Resolving the DNA-shaped spine

Resolving or improving a DNA-shaped spine is not easy. As we age the joints in our spine and extremities experience wear from the uneven forces occurring from the ground up. Resolving a DNA-shaped spine may require foot orthotics which are shoe inserts that will level us out from the ground up.  It may require exercises, myofascial release work from a chiropractor, or other therapists directed toward the distortions.  It may require a commitment on your part to perform exercises and foam rolling to restore movement that has been affected for years by an adaptive process that began when we were young and has been misread by pediatricians and other medical specialists who lack the training. Chiropractors are rapidly assuming the role of the primary spine because they are trained not only in manipulation but in the holistic approach to the human frame. They also use an integrated approach toward movement using manipulation, muscle work, movement reeducation, and exercises and teach their patients how to take care of themselves. Most importantly, they look at the patient and how they are unique and then apply their knowledge to help the patient improve the way they feel and function. The Opioid crisis did not happen by accident.   As 60 Minutes recently uncovered, drug companies figured out how to get patients the drugs through doctors who were complicit.   Doctors now have limits placed on them regarding how many opioids they can recommend and to whom, yet the idea of the next drug is always a prescription away. For some who are experiencing withdrawal, they found that street drugs were less expensive and more available and many junkies were people that were just trying to feel better but later became addicted. Drug companies always have a new drug for pain and the pain management approach for pain that they do not understand is not going away any time soon. Most physicians in their training will continue to offer the next best pain reliever, but will they recommend a chiropractor?   It is up to you, the patient to ask.

The evidence supports movement-based treatment for pain being used first.

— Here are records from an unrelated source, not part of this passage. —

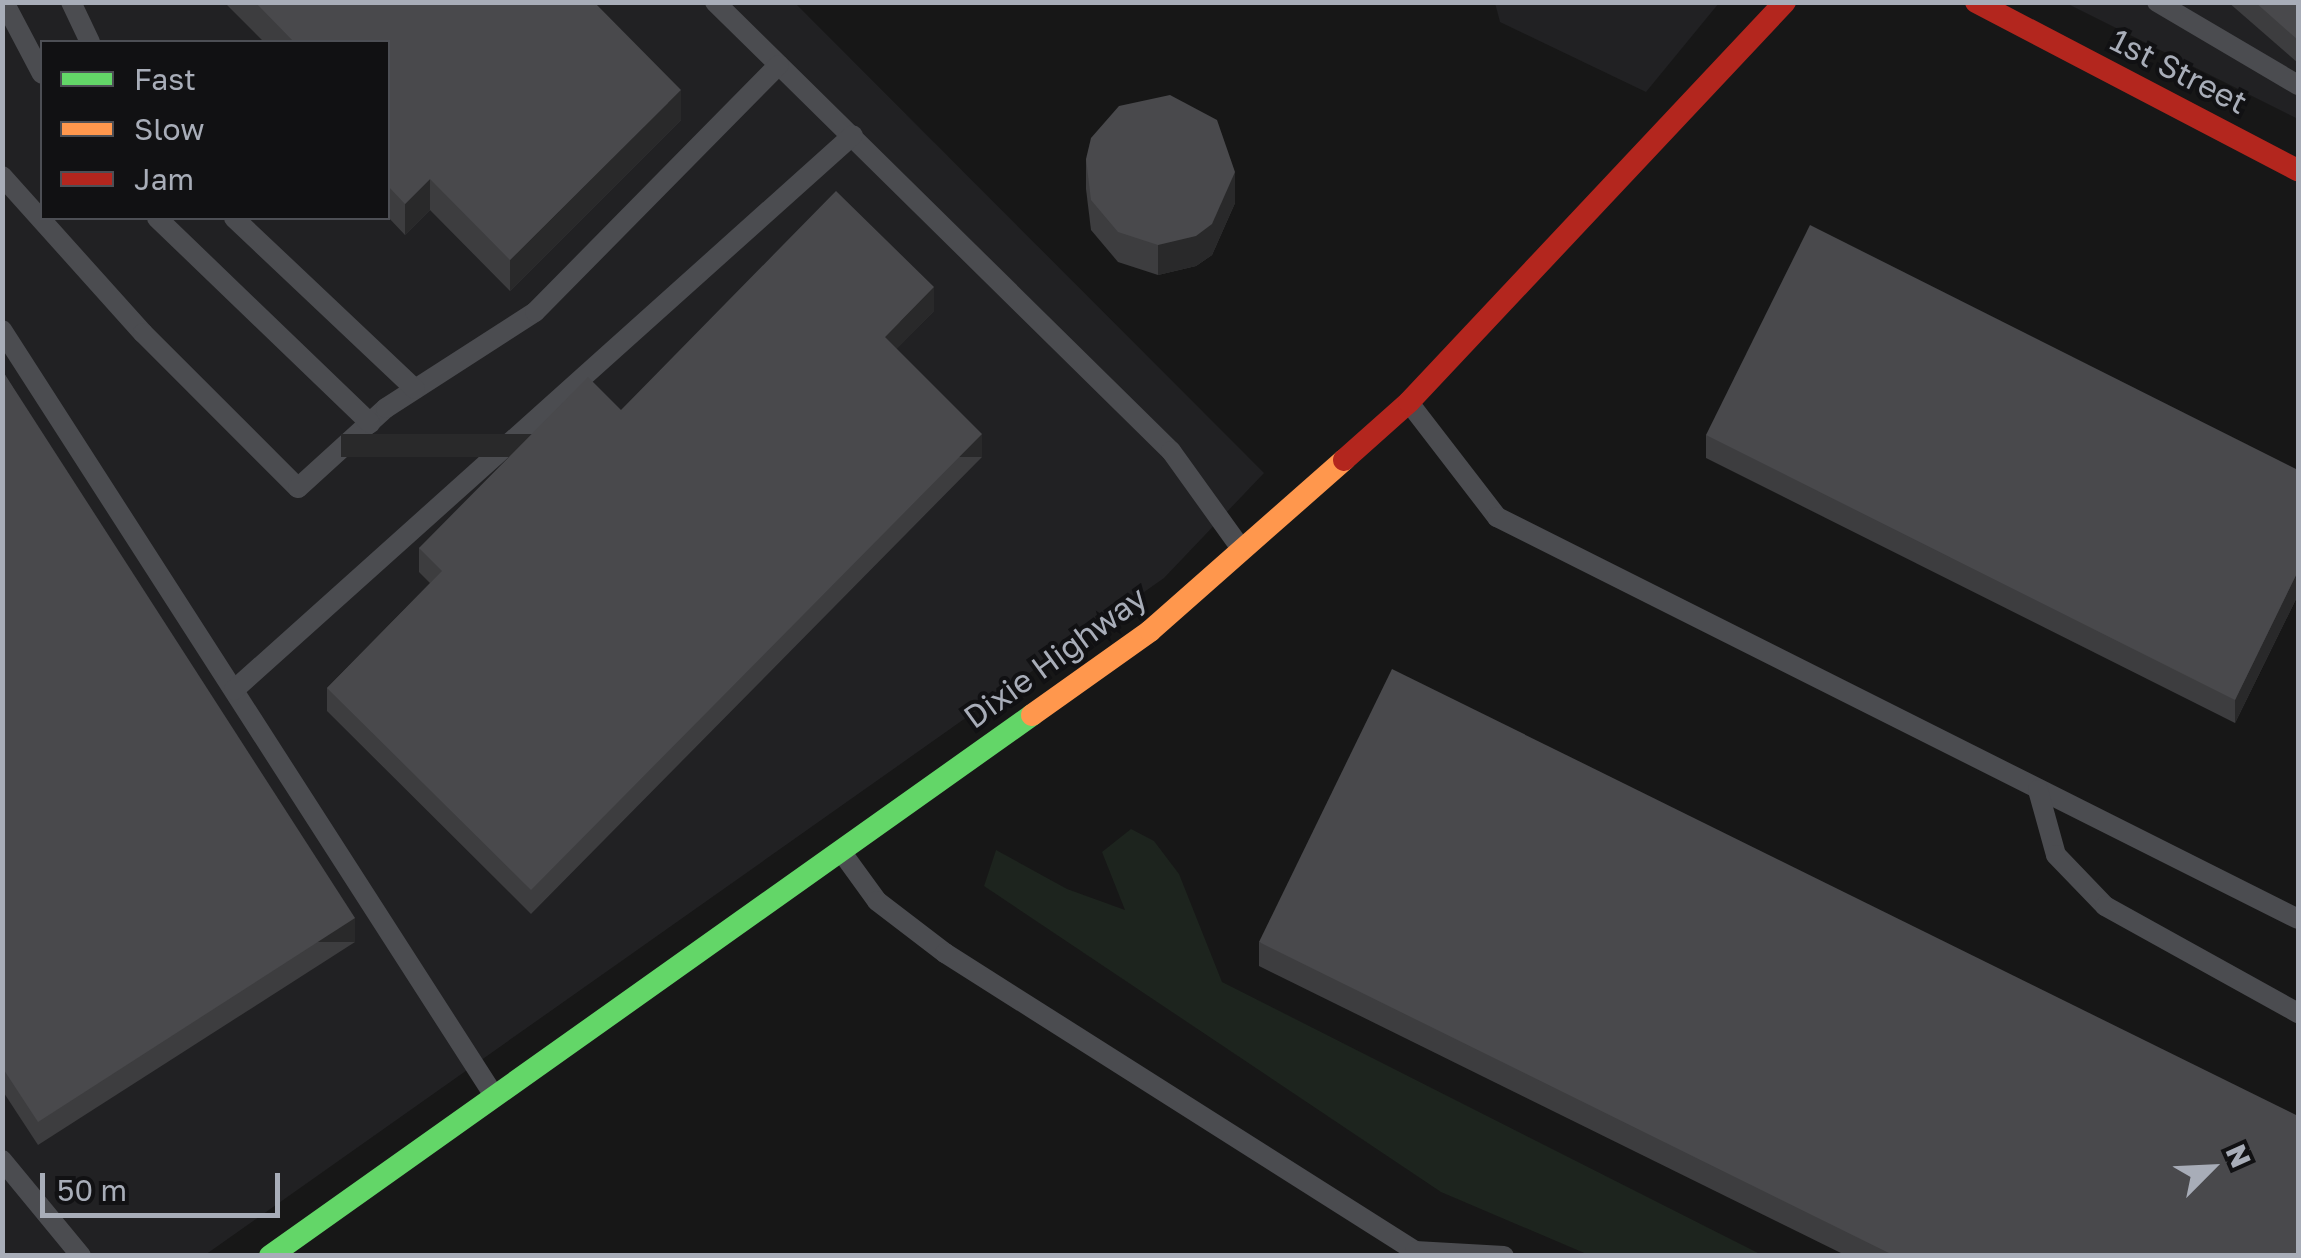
<!DOCTYPE html>
<html>
<head>
<meta charset="utf-8">
<style>
	body { margin:0 }
	#map { position:relative; width:2301px; height:1258px; overflow:hidden; background:#171717; font-family:"Golos Text",sans-serif }
	div>[style] { position:absolute }
	[style*='--x'] { left:calc(var(--x)*1px); top:calc(var(--y)*1px); width:calc(var(--w)*1px); rotate:calc(var(--a)*1deg) }
	.built>* { inset:0; background:#212123 }
	.green>* { inset:0; background:#1d241e }
	.lane>* { height:20px; margin:-10px; padding:0 10px; transform-origin:10px; border-radius:10px; background:#4b4c50 }
	.fast>* { height:22px; margin:-11px; padding:0 11px; transform-origin:11px; border-radius:11px; background:#63d668 }
	.slow>* { height:22px; margin:-11px; padding:0 11px; transform-origin:11px; border-radius:11px; background:#ff974d }
	.jam>* { height:22px; margin:-11px; padding:0 11px; transform-origin:11px; border-radius:11px; background:#b3261e }
	.wall>* { inset:0; background:#3d3d3f }
	.shaded-wall>* { inset:0; background:#29292a; transform-origin:0 0 }
	.building>* { inset:0; background:#49494c }
	span { translate:-50% -50%; white-space:nowrap; text-align:center; line-height:1.15; -webkit-text-stroke:8px #111113; paint-order:stroke }
	.street-label { font-size:32px; color:#a8adb8 }
	.frame { position:absolute; inset:0; border:5px solid #a8adb8; pointer-events:none }
	.legend { position:absolute; left:40px; top:40px; width:350px; height:180px; box-sizing:border-box; background:#111113; border:2px solid #4d4f55; margin:0; padding:12px 18px; list-style:none; font-size:30px; color:#a8adb8 }
	.legend li { display:flex; align-items:center; gap:20px; height:50px }
	.legend b { width:50px; border:2px solid #4d4f55 }
	.north { position:absolute; left:2161px; top:1118px; width:100px; height:100px; -webkit-text-stroke:8px #111113; paint-order:stroke; rotate:66deg; font-size:28px; font-weight:700; line-height:40px; text-align:center; color:#a8adb8 }
	.north::after { content:''; display:block; margin:auto; width:35px; height:45px; background:#a8adb8; clip-path:polygon(50% 0,100% 100%,50% 72%,0 100%) }
	.scale { position:absolute; left:40px; top:1173px; width:240px; height:45px; box-sizing:border-box; border:5px solid #a8adb8; border-top:0; padding-left:12px; font-size:30px; line-height:35px; white-space:nowrap; color:#a8adb8; -webkit-text-stroke:8px #111113; paint-order:stroke }
</style>
</head>
<body>
<div id="map">
	<div class="built">
		<div style="clip-path:polygon(evenodd,2px 3px,795px 3px,1264px 473px,1164px 578px,205px 1255px,3px 1255px,2px 3px,42px 42px,388px 42px,388px 218px,42px 218px,42px 42px)"></div>
		<div style="clip-path:polygon(1495px 3px,1495px 2px,1719px 3px,1646px 92px,1500px 22px)"></div>
		<div style="clip-path:polygon(2066px 3px,2298px 3px,2298px 119px)"></div>
	</div>
	<div class="green">
		<div style="clip-path:polygon(1131px 829px,1154px 841px,1179px 874px,1222px 982px,1762px 1255px,1589px 1255px,1441px 1192px,984px 886px,996px 850px,1067px 889px,1125px 910px,1102px 852px)"></div>
	</div>
	<div class="lane">
		<div style="--x:4;--y:2;--w:81;--a:62.2"></div>
		<div style="--x:71;--y:2;--w:44;--a:64.6"></div>
		<div style="--x:715;--y:2;--w:640;--a:44.56"></div>
		<div style="--x:1171;--y:451;--w:118;--a:54.3"></div>
		<div style="--x:2157;--y:2;--w:164;--a:30.5"></div>
		<div style="--x:2;--y:176;--w:211;--a:48.1"></div>
		<div style="--x:143;--y:333;--w:219;--a:45"></div>
		<div style="--x:298;--y:488;--w:119;--a:-42.3"></div>
		<div style="--x:386;--y:408;--w:177;--a:-32.8"></div>
		<div style="--x:535;--y:312;--w:347;--a:-45.4"></div>
		<div style="--x:157;--y:218;--w:296;--a:43.9"></div>
		<div style="--x:234;--y:218;--w:249;--a:43.4"></div>
		<div style="--x:2;--y:330;--w:908;--a:57.27"></div>
		<div style="--x:1410;--y:404;--w:143;--a:52.4"></div>
		<div style="--x:1497;--y:517;--w:896;--a:26.65"></div>
		<div style="--x:234;--y:690;--w:831;--a:-41.88"></div>
		<div style="--x:2038;--y:790;--w:67;--a:74.5"></div>
		<div style="--x:2056;--y:855;--w:71;--a:46.1"></div>
		<div style="--x:2105;--y:906;--w:221;--a:29"></div>
		<div style="--x:843;--y:854;--w:58;--a:54.1"></div>
		<div style="--x:877;--y:901;--w:86;--a:37.4"></div>
		<div style="--x:945;--y:953;--w:557;--a:32.38"></div>
		<div style="--x:1415;--y:1251;--w:89;--a:3.2"></div>
		<div style="--x:2;--y:1160;--w:124;--a:50.5"></div>
	</div>
	<div class="fast">
		<div style="--x:270;--y:1256;--w:935;--a:-35.37"></div>
	</div>
	<div class="slow">
		<div style="--x:1032;--y:715;--w:145;--a:-35.4"></div>
		<div style="--x:1150;--y:631;--w:259;--a:-41.4"></div>
	</div>
	<div class="jam">
		<div style="--x:1976;--y:2;--w:363;--a:27.6"></div>
		<div style="--x:1344;--y:460;--w:87;--a:-41.7"></div>
		<div style="--x:1409;--y:402;--w:549;--a:-46.77"></div>
	</div>
	<div class="wall">
		<div style="clip-path:polygon(224px 2px,594px 2px,681px 120px,510px 291px,430px 210px,405px 235px,388px 217px,388px 42px,264px 42px)"></div>
		<div style="clip-path:polygon(2228px 2px,2298px 2px,2298px 63px)"></div>
		<div style="clip-path:polygon(1086px 159px,1235px 203px,1212px 255px,1196px 266px,1158px 275px,1118px 262px,1091px 230px,1086px 189px)"></div>
		<div style="clip-path:polygon(934px 311px,896px 349px,982px 457px,531px 914px,327px 711px,327px 688px,430px 583px,419px 572px,419px 548px,621px 410px)"></div>
		<div style="clip-path:polygon(2px 370px,355px 942px,38px 1145px,2px 1090px)"></div>
		<div style="clip-path:polygon(1706px 435px,2298px 470px,2298px 595px,2235px 723px,1706px 458px)"></div>
		<div style="clip-path:polygon(1259px 942px,2298px 1256px,1847px 1256px,1259px 966px)"></div>
	</div>
	<div class="shaded-wall">
		<div style="clip-path:polygon(681px 90px,681px 120px,510px 291px,510px 260px)"></div>
		<div style="clip-path:polygon(1235px 172px,1235px 203px,1212px 255px,1196px 266px,1158px 275px,1158px 245px)"></div>
		<div style="clip-path:polygon(430px 179px,430px 210px,405px 235px,405px 204px)"></div>
		<div style="clip-path:polygon(934px 287px,934px 311px,885px 361px,885px 337px)"></div>
		<div style="left:982px;top:434px;width:23px;height:641px;rotate:90deg"></div>
		<div style="clip-path:polygon(2298px 571px,2298px 595px,2235px 723px,2235px 700px)"></div>
		<div style="left:355px;top:918px;width:24px;height:377px;rotate:90deg"></div>
	</div>
	<div class="building">
		<div style="clip-path:polygon(255px 2px,594px 2px,681px 90px,510px 260px,430px 179px,405px 204px,388px 186px,388px 42px,294px 42px)"></div>
		<div style="clip-path:polygon(2255px 2px,2298px 2px,2298px 40px)"></div>
		<div style="clip-path:polygon(1170px 95px,1217px 120px,1235px 172px,1212px 224px,1196px 236px,1158px 245px,1118px 232px,1091px 200px,1086px 159px,1091px 138px,1119px 106px)"></div>
		<div style="clip-path:polygon(836px 191px,934px 287px,885px 337px,982px 434px,531px 890px,327px 688px,442px 571px,419px 548px,588px 377px,621px 410px)"></div>
		<div style="clip-path:polygon(1810px 225px,2298px 470px,2298px 571px,2235px 700px,1706px 435px)"></div>
		<div style="clip-path:polygon(2px 370px,355px 918px,38px 1122px,2px 1067px)"></div>
		<div style="clip-path:polygon(1392px 669px,2298px 1116px,2298px 1256px,1895px 1256px,1259px 942px)"></div>
	</div>
	<div class="street-label">
		<span style="left:2179px;top:71px;rotate:27deg">1st Street</span>
		<span style="left:1055px;top:657px;rotate:-36deg">Dixie Highway</span>
	</div>
	<div class="frame"></div>
	<ul class="legend">
	<li><b style="height:12px;background:#63d668"></b>Fast</li>
	<li><b style="height:12px;background:#ff974d"></b>Slow</li>
	<li><b style="height:12px;background:#b3261e"></b>Jam</li>
	</ul>
	<div class="north">N</div>
	<div class="scale">50 m</div>
</div>
</body>
</html>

The evidence suggests pain is due to movement, yet many doctors still have not visited a chiropractor themselves to understand why so many patients are visiting these well-trained musculoskeletal experts. There are other movement-based specialists that work with chiropractors such as personal trainers.  Some have become quite knowledgeable about the need to restore movement and improve function to reduce pain in the human body.   The term alternative or complementary has always been used to describe those practitioners who were not medical. Knowing what we now know;  holistic movement is important for function and a reduction in pain. According to the Annals of Internal Medicine, things that promote movement should be used first and drugs and surgeries should be used last.  Shouldn't medicine be alternative and shouldn't insurance companies be guiding their patients in pain to practitioners to promote movement, based on evidence-based medical guidelines?   Shouldn't the first option of someone in pain be a chiropractor? Does managing pain make sense when the improved function is often the cure? If you are in pain, consider seeing a chiropractor first.   They have the tools and knowledge to understand why your neck, back, shoulder, and extremities are in pain.  They look at you, not just the parts.  They are direct access providers who can change treatment as needed without having to ask permission.  They are more likely to use your healthcare dollar to help you feel better instead of waiting for a test to come back such as an MRI while you are taking medication that can have side effects such as addiction. They are less likely to refer you for a surgical procedure but will make a medical referral when necessary. Rarely does an MRI by itself help solve a health problem, although the test, combined with a thorough history and exam may offer clarity in some cases as we add up diagnostic data.  Data does not help you feel better, but the right practitioner can help. In pain? See a chiropractor first.